◆ Task goal: Examine each line of the data, and copy the ones containing "secondary".

[Stored data entries]
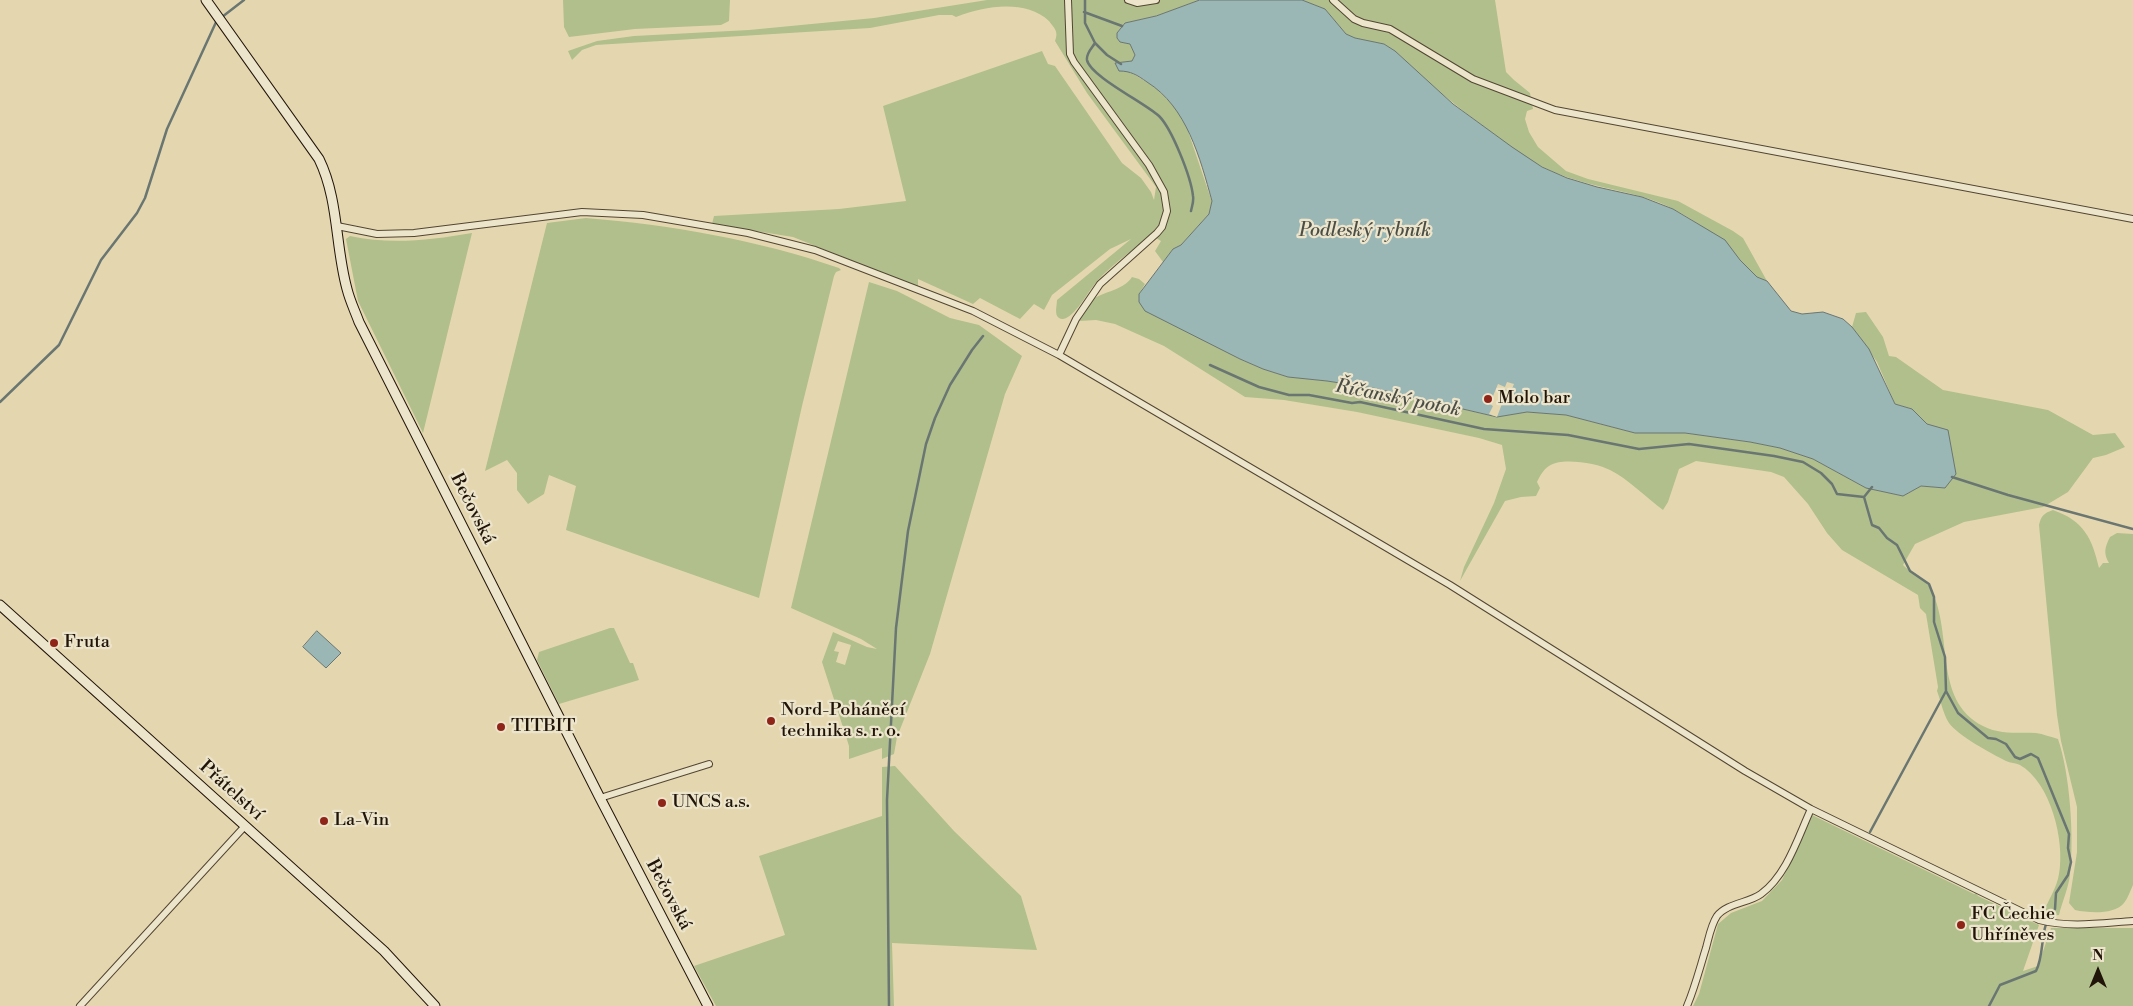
<!DOCTYPE html>
<meta charset="utf-8">
<style>
body{margin:0}
#map{position:relative;width:2133px;height:1006px;overflow:hidden;background:#e4d7af;font-family:"Libre Bodoni",serif}
canvas{display:block}
.north{position:absolute;left:2073px;top:946px;width:50px;height:50px;-webkit-text-stroke:4px #ede5cb;paint-order:stroke;rotate:0deg;font-size:14px;font-weight:700;line-height:20px;text-align:center;color:#21150a}
.north::after{content:'';display:block;margin:auto;width:18px;height:22px;background:#21150a;clip-path:polygon(50% 0,100% 100%,50% 72%,0 100%)}
</style>
<div id="map">
<canvas width="2133" height="1006"></canvas>
<div class="north">N</div>
</div>
<script>
const ctx = document.querySelector('canvas').getContext('2d');
ctx.lineJoin = 'round';
function paint(path, color) { ctx.fillStyle = color; ctx.fill(path, 'evenodd'); }
function trace(path, color, width, dash) { ctx.strokeStyle = color; ctx.lineWidth = width; ctx.lineCap = dash ? 'butt' : 'round'; ctx.setLineDash(dash || []); ctx.stroke(path); }
function label(font, color, halo, rows, align = 'center') {
  ctx.font = font + ' "Libre Bodoni",serif'; ctx.lineWidth = 4.5; ctx.setLineDash([]); ctx.textBaseline = 'middle'; ctx.strokeStyle = halo; ctx.fillStyle = color; for (const [text, x, y, turn = 0] of rows) {
    ctx.save(); ctx.translate(x, y); ctx.rotate((+turn || 0) * Math.PI / 180); ctx.textAlign = isNaN(turn) ? turn : align; if (halo) ctx.strokeText(text, 0, 0); ctx.fillText(text, 0, 0); ctx.restore();
  }
}
paint(new Path2D(`
 M563 0H730L729 21 721 25 635 29 569 37 564 27Z
 M987 0H1200L1156 16 1125 23 1117 33V38L1120 42 1130 44 1135 55 1132 61 1115 63 1155 87 1178 110 1186 125 1212 202 1209 214 1181 245 1173 249 1163 262 1155 251 1161 241 1151 235C1131 252 1106 268 1091 289 1086 296 1069 325 1059 318 1054 315 1057 305 1057 300L1131 239 1110 249 1052 295 1044 310 1034 304 1020 319 980 298 973 304 918 279V287L793 237 712 224 714 216 839 209 906 201 883 106 1042 51 1048 64 1055 66 1122 163 1141 178 1151 192 1154 200 1156 187 1087 93 1055 41C1059 31 1054 28 1049 21 1026 0 987 5 956 17L952 15H939L870 28 596 45 582 50 572 60 568 51 597 41 634 36 749 30 874 18Z
 M1302 0H1495L1506 72 1514 80 1530 93 1533 109 1527 111 1525 119 1529 132 1538 147 1566 171 1588 179 1678 201 1733 231 1743 238 1767 281 1757 277C1724 243 1689 210 1643 197 1608 187 1578 184 1545 168 1525 159 1508 145 1491 132 1457 107 1425 81 1395 51L1384 44 1354 38 1346 34 1325 9Z
 M586 218C672 225 758 240 839 268L841 270 836 272 834 276 802 406 759 598 566 530 576 486 549 475 544 494 528 504 517 490V473L507 460 485 471 547 223Z
 M472 233 423 433 358 301 346 239 350 236C391 245 431 240 472 233Z
 M1132 277 1139 279 1145 284 1139 294 1240 359 1263 369 1288 377 1327 381 1373 388 1496 417 1527 412 1566 415 1635 433H1685L1750 442 1780 448 1813 459 1866 488 1903 496 1921 486 1945 488 1927 424 1912 409 1895 404 1877 362 1852 327 1856 313 1866 312 1883 337 1889 356 1896 357 1943 390 2048 410 2093 435 2115 433 2125 447 2106 455 2093 458 2068 492 2043 507 1964 522 1915 544 1903 565C1910 572 1925 579 1929 586 1955 629 1931 700 1983 726 2000 735 2018 732 2036 733 2043 734 2051 737 2058 739 2070 774 2074 836 2070 874 2069 887 2062 902 2059 915L2049 916 2043 913C2048 901 2057 887 2059 874 2065 841 2051 783 2020 765 2016 763 2010 763 2006 761 1992 754 1957 735 1949 723 1943 714 1941 701 1937 691L1938 687 1926 614 1920 608 1918 595 1842 550 1827 533 1808 504 1784 477 1771 472 1696 461 1679 469 1668 502 1663 510C1647 498 1628 479 1610 470 1597 463 1561 457 1549 466 1543 470 1540 476 1537 482L1540 488 1536 496 1521 497 1505 501 1460 581 1464 567 1494 503 1506 469 1502 445 1479 438 1357 412 1284 400 1245 397 1164 346 1115 324 1096 320 1079 321C1081 316 1084 307 1088 303 1100 291 1122 292 1132 277Z
 M869 282 897 291 950 318 979 325 1022 356 1005 394 930 654 897 737 894 754 882 759V748L849 759V746L822 662 833 632 867 647 877 649 861 639 791 608ZM838 641 851 645 845 665 836 662 839 652 834 651Z
 M2053 510C2084 521 2092 538 2099 568L2103 563H2109C2103 553 2105 547 2110 537L2117 533 2133 534V885C2130 891 2128 898 2124 903 2114 915 2089 913 2075 910L2069 903 2077 852V807L2061 741 2057 715 2039 525C2041 516 2044 513 2053 510Z
 M610 628H614L630 663H633L639 680 559 704 537 660 539 652Z
 M895 766 954 831 1021 896 1037 950 892 943 894 1006H716L694 966 785 935 759 856 882 816V767Z
 M1812 815 1974 894 1976 893 1978 896 2039 925 2023 971 2038 966 2051 928H2133V1006H1693L1699 994 1718 924 1731 913 1762 901 1782 880Z`), '#b1bf8d');
const water = new Path2D(`
 M1200 0H1302L1325 9 1346 34 1355 38 1384 44 1395 51 1453 104 1512 147 1542 167 1567 178 1597 187 1642 197 1673 209 1725 240 1740 260 1757 277 1767 281 1791 311 1802 314 1823 312 1843 319 1852 327 1869 349 1895 404 1912 409 1927 424 1948 430 1956 474 1945 488 1921 486 1903 496 1866 488 1813 459 1780 448 1750 442 1685 433H1635L1566 415 1527 412 1497 417 1373 388 1327 381 1288 377 1263 369 1240 359 1145 311 1139 302V294L1173 249 1181 245 1209 214 1212 201C1200 158 1187 107 1147 82 1137 75 1131 71 1119 71L1115 63 1132 61 1135 55 1130 44 1120 42 1117 38V33L1125 23 1156 16Z
 M317 631 341 653 326 668 303 647Z`);
paint(water, '#9ab7b6');
trace(water, '#6a7671', 1);
paint(new Path2D(`
 M1507 382 1514 384 1511 391 1504 389 1500 399 1503 401 1497 417 1489 414 1493 406 1488 403 1491 396H1493L1498 384 1505 387Z`), '#e4d7af');
trace(new Path2D(`
 M1085 0V23L1095 43C1092 48 1086 53 1087 60 1090 76 1145 103 1159 116 1172 129 1191 177 1193 196 1194 201 1192 206 1191 211
 M1084 12 1122 26
 M222 17 244 0
 M1095 43 1107 55 1121 64
 M1210 365 1259 387 1289 395H1309L1352 403 1360 402 1484 429 1568 435 1639 449 1689 444 1774 456 1803 462 1821 473 1832 484 1837 494 1864 497 1872 525 1879 528 1887 538 1897 545 1910 571 1929 584 1934 597V622L1945 657 1946 691 1958 713 1988 738 1996 739 2006 744 2015 757 2020 759 2031 754 2038 758 2069 834 2068 848 2071 862 2068 875 2056 893 2055 909C2038 927 2046 951 2036 971L2000 985 1989 1006
 M0 402 59 345 101 260 137 213 145 198 167 129 217 20
 M1952 477 2008 495 2133 529
 M1864 497 1872 487
 M1870 832 1946 691
 M889 1006 887 800 896 628 908 531 926 444 935 418 950 385 972 350 983 336`), '#6a7671', 2.5);
const street = new Path2D(`
 M1128 0 1137 3 1156 0
 M1333 0 1354 19 1363 23 1390 29 1473 79 1555 110 2133 219
 M337 226 377 234 414 233 582 212 643 215 748 233 815 250 973 311 1059 355 1450 585 1745 771 1811 809 2039 920C2070 928 2102 923 2133 921
 M1059 355 1076 319 1100 284 1157 233 1162 227 1167 211 1164 192 1149 165 1074 62 1070 54 1068 0
 M600 798 709 764
 M80 1006 245 826
 M1687 1006C1695 987 1700 967 1706 948 1709 937 1711 925 1717 916 1727 903 1749 903 1761 894 1787 875 1798 837 1811 809`);
const secondary = new Path2D(`
 M206 0 319 159C339 200 335 246 347 289 350 301 355 311 359 322L600 798 708 1006
 M0 605 384 951 435 1006`);
trace(street, '#524633', 8);
trace(secondary, '#21150a', 11);
trace(street, '#ede5cb', 6);
trace(secondary, '#ede5cb', 9);
for (const [x, y, r, color] of [
 [1488,399,5,"#8f2418"],
 [54,643,5,"#8f2418"],
 [771,721,5,"#8f2418"],
 [501,727,5,"#8f2418"],
 [662,803,5,"#8f2418"],
 [324,821,5,"#8f2418"],
 [1961,925,5,"#8f2418"]
]) { const dot = new Path2D(); dot.arc(x, y, r, 0, 2 * Math.PI); ctx.fillStyle = color; ctx.fill(dot); trace(dot, '#ede5cb', 2); }
label('18px', '#21150a', '#ede5cb', [
 ["Molo bar",1498,399],
 ["Fruta",64,643],
 ["Nord-Poháněcí",781,711],
 ["technika s. r. o.",781,732],
 ["TITBIT",511,727],
 ["UNCS a.s.",672,803],
 ["La-Vin",334,821],
 ["FC Čechie",1971,915],
 ["Uhříněves",1971,936]
], 'left');
label('18px', '#21150a', '#ede5cb', [
 ["Bečovská",472,509,63],
 ["Přátelství",231,791,42],
 ["Bečovská",668,895,62]
]);
label('italic 19px', '#4b4e46', '#ede5cb', [
 ["Podleský rybník",1365,231],
 ["Říčanský potok",1398,399,11]
]);
</script>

◆ Exercise solution:
const secondary = new Path2D(`
trace(secondary, '#21150a', 11);
trace(secondary, '#ede5cb', 9);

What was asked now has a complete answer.